* [Task prompt]: Where in the data below does the word "items" appear? Copy every line that has it.

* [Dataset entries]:
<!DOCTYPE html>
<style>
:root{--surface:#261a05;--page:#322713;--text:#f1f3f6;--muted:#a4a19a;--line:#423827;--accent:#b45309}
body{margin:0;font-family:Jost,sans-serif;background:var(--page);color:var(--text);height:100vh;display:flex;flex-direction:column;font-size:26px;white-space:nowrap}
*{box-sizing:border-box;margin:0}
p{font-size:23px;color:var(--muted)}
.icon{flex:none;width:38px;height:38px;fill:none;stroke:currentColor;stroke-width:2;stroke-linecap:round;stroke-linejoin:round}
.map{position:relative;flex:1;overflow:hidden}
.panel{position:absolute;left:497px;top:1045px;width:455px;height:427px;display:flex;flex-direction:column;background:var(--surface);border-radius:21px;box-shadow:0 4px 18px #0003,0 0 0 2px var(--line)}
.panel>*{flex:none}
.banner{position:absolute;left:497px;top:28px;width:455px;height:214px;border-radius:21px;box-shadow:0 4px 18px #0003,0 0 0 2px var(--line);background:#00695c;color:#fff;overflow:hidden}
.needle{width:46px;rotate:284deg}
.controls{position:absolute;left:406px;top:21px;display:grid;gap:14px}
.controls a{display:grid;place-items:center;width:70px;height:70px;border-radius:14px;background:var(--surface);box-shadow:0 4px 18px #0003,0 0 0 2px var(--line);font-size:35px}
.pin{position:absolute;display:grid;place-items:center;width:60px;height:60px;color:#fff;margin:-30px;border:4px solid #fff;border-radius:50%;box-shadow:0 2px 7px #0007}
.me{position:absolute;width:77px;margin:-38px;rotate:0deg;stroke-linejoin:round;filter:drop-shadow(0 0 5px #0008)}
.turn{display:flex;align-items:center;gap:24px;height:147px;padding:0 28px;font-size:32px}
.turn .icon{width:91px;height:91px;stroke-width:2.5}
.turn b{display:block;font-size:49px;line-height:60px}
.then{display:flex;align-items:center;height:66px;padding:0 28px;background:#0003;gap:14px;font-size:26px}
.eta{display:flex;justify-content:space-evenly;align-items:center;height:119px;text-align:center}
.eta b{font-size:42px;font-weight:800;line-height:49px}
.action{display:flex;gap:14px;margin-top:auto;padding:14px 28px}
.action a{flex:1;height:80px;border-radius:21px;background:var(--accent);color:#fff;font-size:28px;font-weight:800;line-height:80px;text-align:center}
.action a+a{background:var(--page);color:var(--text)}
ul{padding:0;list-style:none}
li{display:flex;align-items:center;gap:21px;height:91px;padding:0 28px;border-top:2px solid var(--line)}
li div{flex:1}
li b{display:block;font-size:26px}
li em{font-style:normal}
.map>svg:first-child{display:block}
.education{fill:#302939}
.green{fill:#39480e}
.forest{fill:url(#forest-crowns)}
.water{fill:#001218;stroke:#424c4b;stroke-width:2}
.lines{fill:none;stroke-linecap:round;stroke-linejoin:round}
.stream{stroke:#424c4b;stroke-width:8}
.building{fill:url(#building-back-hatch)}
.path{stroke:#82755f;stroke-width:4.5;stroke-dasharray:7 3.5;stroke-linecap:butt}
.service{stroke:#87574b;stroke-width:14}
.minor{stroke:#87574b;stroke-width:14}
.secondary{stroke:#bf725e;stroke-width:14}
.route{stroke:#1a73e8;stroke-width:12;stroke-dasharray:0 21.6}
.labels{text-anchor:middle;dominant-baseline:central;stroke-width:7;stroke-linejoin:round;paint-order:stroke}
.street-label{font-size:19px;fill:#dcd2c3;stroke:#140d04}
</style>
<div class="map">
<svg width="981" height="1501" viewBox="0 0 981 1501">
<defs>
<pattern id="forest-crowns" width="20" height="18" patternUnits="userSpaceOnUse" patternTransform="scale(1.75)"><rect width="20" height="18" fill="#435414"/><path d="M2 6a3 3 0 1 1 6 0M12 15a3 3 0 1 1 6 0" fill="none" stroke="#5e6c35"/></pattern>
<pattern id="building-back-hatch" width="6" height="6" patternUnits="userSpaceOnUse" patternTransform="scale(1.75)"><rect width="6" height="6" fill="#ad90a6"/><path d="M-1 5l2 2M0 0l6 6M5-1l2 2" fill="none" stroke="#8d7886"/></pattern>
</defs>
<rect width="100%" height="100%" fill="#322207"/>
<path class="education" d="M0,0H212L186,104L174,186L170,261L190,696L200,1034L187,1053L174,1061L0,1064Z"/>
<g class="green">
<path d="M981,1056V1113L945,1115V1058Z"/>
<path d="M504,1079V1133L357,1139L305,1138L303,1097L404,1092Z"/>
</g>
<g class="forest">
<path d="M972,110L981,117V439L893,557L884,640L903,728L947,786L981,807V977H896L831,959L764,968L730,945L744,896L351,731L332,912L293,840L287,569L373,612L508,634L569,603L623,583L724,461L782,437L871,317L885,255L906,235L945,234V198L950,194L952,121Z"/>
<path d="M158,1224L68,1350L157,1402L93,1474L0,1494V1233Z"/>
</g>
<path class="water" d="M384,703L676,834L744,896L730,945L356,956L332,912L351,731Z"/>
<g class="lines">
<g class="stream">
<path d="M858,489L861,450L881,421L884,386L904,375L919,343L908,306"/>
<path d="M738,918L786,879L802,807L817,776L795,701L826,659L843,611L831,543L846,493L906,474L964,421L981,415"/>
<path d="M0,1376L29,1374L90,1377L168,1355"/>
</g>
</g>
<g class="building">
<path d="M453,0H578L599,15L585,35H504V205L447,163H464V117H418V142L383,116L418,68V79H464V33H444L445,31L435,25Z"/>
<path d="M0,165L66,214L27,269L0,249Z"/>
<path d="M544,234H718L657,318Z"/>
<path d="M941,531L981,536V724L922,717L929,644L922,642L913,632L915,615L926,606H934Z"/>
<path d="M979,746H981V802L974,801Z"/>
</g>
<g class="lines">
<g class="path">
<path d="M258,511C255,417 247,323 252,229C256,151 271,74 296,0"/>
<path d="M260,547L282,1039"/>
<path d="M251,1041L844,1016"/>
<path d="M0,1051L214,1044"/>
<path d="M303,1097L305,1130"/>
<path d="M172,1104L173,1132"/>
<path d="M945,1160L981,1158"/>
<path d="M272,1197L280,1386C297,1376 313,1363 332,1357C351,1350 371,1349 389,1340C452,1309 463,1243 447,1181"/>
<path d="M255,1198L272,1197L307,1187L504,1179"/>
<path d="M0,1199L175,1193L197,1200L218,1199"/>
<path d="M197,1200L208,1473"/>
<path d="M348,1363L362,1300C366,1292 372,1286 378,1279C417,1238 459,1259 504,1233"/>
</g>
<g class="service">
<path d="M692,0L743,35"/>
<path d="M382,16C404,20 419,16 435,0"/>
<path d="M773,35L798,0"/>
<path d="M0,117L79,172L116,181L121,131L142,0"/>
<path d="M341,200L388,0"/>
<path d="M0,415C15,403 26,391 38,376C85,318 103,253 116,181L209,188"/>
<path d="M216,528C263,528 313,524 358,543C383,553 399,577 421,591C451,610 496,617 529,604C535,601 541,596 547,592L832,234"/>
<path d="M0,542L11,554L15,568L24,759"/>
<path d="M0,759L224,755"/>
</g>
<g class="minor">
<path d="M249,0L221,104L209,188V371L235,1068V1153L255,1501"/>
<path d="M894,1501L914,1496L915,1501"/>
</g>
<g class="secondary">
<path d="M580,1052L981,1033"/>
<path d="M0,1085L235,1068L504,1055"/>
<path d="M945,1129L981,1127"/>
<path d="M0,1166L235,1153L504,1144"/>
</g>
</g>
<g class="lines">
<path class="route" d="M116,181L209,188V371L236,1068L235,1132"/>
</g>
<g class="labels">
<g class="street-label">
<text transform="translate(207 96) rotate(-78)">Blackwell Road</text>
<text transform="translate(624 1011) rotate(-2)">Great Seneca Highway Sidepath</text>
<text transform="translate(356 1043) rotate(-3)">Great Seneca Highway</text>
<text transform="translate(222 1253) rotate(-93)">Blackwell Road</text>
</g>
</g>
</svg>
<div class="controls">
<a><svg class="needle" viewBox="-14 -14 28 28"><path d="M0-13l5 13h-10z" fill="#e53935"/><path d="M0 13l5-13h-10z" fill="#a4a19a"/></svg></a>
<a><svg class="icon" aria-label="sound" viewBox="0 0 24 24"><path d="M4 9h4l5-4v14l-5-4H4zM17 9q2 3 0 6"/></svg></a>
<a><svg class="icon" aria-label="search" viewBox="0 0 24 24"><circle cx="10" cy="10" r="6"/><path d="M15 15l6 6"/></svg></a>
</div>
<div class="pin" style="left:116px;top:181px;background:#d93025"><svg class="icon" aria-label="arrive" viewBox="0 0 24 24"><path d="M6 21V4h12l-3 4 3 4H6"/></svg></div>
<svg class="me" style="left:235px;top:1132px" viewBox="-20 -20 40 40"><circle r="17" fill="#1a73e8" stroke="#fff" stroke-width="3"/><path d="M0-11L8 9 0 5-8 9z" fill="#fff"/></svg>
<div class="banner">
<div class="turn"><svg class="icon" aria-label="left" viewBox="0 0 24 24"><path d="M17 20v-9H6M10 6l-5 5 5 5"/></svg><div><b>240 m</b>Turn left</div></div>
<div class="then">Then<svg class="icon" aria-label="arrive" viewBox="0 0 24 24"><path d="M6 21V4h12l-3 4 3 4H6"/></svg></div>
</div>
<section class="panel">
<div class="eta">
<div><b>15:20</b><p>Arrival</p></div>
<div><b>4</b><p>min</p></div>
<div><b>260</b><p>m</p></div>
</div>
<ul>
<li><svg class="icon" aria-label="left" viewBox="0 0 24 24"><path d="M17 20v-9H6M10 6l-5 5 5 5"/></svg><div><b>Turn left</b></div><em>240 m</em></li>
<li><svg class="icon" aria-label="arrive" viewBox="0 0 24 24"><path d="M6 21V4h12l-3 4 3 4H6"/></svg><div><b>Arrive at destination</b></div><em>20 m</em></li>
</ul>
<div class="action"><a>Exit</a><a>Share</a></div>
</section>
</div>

* [Answer for the task]:
.controls a{display:grid;place-items:center;width:70px;height:70px;border-radius:14px;background:var(--surface);box-shadow:0 4px 18px #0003,0 0 0 2px var(--line);font-size:35px}
.pin{position:absolute;display:grid;place-items:center;width:60px;height:60px;color:#fff;margin:-30px;border:4px solid #fff;border-radius:50%;box-shadow:0 2px 7px #0007}
.turn{display:flex;align-items:center;gap:24px;height:147px;padding:0 28px;font-size:32px}
.then{display:flex;align-items:center;height:66px;padding:0 28px;background:#0003;gap:14px;font-size:26px}
.eta{display:flex;justify-content:space-evenly;align-items:center;height:119px;text-align:center}
li{display:flex;align-items:center;gap:21px;height:91px;padding:0 28px;border-top:2px solid var(--line)}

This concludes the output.